§ **Exercise directions**
The line containing "0 2px,transparent 0" marks the end; copy exactly all lines from the start of the material up to and including it.

======== Extracted entries ========

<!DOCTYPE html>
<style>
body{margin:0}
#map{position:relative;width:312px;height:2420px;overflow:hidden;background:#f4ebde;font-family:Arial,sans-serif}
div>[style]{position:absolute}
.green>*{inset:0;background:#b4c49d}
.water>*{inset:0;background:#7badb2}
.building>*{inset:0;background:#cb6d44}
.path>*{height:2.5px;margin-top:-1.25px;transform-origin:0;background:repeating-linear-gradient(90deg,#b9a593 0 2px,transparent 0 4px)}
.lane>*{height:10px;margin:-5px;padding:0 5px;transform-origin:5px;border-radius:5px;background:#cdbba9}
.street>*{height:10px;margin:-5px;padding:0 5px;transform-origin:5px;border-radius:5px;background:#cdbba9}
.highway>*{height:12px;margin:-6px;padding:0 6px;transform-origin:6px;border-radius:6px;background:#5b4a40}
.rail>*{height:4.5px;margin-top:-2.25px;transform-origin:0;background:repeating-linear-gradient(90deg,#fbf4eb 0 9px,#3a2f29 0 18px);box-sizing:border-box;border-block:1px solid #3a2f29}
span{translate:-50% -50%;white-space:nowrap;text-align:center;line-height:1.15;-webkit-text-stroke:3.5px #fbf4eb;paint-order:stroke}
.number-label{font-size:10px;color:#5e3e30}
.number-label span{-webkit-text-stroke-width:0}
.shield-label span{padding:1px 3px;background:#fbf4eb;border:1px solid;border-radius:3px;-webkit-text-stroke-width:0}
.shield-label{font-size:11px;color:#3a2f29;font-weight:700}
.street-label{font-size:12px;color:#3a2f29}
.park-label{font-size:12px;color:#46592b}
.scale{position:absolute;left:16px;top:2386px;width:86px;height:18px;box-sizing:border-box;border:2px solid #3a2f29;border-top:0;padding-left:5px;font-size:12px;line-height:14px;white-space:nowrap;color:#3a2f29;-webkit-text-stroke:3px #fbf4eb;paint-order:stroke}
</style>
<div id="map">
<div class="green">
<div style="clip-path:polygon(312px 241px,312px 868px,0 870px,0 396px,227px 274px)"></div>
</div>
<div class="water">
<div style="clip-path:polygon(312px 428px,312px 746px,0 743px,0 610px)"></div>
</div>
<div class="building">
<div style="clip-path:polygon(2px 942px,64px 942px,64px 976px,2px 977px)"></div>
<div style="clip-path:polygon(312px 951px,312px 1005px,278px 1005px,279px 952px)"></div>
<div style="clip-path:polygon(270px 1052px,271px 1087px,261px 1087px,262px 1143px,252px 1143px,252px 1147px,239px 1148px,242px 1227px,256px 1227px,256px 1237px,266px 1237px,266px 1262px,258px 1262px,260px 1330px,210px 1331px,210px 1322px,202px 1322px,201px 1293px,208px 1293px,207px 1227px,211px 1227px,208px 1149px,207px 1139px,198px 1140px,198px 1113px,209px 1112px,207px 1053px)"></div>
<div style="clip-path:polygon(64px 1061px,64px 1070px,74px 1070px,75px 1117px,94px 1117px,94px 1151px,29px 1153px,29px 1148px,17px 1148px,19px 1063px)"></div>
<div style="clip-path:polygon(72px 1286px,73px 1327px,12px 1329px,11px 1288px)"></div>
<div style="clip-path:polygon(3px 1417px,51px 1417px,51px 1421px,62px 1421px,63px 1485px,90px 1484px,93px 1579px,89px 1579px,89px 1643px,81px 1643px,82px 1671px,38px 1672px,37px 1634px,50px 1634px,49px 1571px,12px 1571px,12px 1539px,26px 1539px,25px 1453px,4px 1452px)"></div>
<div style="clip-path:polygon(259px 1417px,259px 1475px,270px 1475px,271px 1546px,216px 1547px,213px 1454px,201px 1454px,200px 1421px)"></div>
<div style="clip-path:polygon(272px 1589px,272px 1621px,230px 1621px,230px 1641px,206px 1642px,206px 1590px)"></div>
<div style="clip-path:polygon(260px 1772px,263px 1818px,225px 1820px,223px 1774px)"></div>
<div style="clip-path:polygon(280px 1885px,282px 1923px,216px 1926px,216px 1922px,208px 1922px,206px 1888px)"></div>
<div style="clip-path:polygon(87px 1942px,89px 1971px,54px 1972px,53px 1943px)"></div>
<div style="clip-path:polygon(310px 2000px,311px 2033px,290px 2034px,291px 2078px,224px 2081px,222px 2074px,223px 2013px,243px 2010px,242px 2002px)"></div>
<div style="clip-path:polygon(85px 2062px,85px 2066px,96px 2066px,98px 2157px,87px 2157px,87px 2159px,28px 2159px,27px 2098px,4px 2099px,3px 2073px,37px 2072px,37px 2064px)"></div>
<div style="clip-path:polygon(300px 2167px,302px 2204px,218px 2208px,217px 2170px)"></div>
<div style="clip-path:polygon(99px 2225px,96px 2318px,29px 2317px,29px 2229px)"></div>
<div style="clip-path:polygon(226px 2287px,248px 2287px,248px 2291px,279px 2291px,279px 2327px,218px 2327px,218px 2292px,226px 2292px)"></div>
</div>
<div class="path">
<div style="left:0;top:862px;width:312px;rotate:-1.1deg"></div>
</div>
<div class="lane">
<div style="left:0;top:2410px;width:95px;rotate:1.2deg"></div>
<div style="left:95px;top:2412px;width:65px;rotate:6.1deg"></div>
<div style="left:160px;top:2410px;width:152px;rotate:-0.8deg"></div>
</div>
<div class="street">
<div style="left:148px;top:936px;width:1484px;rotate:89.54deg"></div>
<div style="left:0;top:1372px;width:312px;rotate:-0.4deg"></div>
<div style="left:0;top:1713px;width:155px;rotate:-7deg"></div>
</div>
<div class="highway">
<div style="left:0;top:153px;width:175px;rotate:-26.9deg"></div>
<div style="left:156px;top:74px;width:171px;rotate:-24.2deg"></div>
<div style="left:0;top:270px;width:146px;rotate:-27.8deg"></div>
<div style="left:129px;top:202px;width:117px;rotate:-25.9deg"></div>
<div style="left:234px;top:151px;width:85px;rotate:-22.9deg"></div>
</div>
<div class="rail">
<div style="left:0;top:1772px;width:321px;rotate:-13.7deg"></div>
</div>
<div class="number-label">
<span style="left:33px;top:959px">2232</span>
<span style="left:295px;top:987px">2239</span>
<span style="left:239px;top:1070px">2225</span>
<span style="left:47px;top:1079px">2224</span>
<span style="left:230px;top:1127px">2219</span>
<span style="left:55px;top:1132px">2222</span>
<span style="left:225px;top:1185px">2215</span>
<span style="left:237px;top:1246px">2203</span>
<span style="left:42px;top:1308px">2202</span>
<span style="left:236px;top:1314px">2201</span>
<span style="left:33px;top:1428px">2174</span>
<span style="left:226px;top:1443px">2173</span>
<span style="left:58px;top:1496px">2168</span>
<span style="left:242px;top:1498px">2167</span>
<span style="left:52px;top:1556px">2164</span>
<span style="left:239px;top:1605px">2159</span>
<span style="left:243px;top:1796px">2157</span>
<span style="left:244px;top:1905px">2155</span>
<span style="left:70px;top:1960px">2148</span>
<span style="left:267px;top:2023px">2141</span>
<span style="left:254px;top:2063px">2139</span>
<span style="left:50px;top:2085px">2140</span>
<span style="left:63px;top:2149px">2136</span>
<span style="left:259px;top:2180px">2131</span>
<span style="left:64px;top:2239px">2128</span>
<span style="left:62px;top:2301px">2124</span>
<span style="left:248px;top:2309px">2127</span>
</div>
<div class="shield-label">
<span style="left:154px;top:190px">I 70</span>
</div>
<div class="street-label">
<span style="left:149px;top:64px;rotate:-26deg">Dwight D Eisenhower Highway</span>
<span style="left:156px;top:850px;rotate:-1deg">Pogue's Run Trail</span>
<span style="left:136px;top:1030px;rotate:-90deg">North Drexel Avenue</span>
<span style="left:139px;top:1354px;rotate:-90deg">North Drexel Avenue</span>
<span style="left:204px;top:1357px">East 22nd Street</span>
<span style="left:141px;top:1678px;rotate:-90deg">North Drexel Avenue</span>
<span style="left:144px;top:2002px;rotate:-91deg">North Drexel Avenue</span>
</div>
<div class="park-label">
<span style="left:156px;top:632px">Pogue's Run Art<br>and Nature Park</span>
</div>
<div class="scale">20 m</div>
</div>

========

§ **Solution for this problem**
<!DOCTYPE html>
<style>
body{margin:0}
#map{position:relative;width:312px;height:2420px;overflow:hidden;background:#f4ebde;font-family:Arial,sans-serif}
div>[style]{position:absolute}
.green>*{inset:0;background:#b4c49d}
.water>*{inset:0;background:#7badb2}
.building>*{inset:0;background:#cb6d44}
.path>*{height:2.5px;margin-top:-1.25px;transform-origin:0;background:repeating-linear-gradient(90deg,#b9a593 0 2px,transparent 0 4px)}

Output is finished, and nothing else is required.